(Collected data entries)

__________________________________________________

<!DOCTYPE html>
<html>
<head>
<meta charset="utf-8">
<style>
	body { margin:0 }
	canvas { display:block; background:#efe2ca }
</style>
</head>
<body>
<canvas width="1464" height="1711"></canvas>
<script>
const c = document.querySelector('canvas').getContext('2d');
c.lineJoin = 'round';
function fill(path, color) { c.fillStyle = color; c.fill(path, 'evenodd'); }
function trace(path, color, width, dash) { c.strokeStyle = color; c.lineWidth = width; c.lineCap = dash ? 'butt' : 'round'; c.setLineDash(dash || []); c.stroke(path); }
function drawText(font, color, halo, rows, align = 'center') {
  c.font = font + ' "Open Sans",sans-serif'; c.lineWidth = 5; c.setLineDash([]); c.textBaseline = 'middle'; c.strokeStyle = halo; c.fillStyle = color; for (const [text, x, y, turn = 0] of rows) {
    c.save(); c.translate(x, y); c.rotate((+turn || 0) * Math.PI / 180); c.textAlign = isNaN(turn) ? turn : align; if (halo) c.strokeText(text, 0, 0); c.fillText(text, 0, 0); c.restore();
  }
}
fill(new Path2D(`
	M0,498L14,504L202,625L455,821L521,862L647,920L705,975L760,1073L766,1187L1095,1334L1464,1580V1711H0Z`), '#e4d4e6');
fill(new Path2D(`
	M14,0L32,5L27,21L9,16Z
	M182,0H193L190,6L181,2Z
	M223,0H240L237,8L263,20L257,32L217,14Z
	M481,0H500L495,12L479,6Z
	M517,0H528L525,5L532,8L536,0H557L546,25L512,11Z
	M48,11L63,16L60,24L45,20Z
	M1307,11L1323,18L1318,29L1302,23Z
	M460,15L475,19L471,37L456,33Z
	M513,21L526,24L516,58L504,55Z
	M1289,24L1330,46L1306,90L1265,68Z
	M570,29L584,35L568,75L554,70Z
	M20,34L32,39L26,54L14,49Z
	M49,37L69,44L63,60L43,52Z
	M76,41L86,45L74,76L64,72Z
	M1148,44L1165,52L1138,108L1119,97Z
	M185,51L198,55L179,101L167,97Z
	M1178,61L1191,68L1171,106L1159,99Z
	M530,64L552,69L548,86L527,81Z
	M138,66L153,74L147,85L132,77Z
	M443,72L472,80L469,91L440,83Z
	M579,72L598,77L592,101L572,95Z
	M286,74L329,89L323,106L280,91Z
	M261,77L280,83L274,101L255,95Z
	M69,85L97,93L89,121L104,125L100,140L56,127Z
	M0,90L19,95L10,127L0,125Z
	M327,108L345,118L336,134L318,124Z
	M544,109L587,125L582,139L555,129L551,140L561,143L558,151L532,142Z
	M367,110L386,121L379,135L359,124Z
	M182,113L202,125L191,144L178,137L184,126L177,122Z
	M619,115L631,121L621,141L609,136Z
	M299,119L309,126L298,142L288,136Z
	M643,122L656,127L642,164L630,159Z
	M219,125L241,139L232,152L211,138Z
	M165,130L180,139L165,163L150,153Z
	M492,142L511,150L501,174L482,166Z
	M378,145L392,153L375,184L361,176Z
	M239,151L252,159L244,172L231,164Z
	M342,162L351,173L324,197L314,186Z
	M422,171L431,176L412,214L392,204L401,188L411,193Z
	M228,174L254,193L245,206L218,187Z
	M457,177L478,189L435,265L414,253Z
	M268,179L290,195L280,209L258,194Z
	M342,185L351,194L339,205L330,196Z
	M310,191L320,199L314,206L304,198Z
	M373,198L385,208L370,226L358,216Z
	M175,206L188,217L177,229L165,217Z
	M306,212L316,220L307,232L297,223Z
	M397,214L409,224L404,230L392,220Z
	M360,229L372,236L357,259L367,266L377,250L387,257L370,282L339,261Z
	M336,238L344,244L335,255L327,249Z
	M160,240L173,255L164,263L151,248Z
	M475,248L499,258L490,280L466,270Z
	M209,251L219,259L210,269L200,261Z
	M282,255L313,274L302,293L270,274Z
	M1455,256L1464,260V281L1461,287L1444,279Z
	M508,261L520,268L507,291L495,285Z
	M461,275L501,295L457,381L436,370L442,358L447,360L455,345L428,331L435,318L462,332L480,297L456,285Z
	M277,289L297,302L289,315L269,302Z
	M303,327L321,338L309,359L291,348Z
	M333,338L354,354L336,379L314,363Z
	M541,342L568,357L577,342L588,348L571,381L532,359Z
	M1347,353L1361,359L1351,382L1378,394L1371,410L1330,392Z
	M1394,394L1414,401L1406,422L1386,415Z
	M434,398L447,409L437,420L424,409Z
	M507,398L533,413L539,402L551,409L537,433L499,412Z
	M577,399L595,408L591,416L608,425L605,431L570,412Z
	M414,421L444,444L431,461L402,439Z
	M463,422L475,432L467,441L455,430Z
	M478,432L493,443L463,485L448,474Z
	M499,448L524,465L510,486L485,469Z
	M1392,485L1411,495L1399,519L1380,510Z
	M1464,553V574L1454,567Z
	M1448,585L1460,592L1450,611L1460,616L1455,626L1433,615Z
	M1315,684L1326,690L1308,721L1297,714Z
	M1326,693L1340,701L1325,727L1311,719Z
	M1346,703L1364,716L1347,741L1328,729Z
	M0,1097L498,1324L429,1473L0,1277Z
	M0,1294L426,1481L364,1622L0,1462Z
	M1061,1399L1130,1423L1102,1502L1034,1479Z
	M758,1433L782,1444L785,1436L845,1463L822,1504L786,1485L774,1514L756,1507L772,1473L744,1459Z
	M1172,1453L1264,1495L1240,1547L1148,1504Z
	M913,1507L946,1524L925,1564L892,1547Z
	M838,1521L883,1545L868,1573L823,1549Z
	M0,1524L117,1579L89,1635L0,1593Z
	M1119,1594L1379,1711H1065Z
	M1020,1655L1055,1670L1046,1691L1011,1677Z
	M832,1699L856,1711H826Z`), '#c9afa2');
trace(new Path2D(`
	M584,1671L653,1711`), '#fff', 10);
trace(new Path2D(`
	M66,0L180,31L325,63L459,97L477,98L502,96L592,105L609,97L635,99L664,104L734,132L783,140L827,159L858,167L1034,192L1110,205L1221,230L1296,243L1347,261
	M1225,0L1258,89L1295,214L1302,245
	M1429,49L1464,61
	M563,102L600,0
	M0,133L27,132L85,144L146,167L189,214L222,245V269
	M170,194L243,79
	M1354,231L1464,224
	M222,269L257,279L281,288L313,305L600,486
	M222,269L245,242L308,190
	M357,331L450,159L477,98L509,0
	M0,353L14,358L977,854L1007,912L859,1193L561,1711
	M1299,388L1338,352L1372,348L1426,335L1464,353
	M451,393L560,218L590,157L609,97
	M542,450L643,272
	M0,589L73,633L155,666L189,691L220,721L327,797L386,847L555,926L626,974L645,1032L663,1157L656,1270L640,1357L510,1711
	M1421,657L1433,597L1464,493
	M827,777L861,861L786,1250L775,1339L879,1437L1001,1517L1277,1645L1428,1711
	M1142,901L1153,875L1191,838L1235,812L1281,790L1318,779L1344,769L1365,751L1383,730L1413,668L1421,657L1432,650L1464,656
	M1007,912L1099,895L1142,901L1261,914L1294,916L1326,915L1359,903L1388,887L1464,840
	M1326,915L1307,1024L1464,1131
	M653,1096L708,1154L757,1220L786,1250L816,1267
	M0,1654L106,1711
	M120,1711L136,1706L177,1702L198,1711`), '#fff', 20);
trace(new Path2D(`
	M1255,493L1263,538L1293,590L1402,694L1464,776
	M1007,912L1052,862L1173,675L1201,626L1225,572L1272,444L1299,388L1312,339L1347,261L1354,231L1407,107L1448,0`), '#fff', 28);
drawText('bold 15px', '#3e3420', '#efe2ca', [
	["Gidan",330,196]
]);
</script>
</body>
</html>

__________________________________________________

Look through the data above. Each line containing the word "const" needs to be copied.

const c = document.querySelector('canvas').getContext('2d');
  c.font = font + ' "Open Sans",sans-serif'; c.lineWidth = 5; c.setLineDash([]); c.textBaseline = 'middle'; c.strokeStyle = halo; c.fillStyle = color; for (const [text, x, y, turn = 0] of rows) {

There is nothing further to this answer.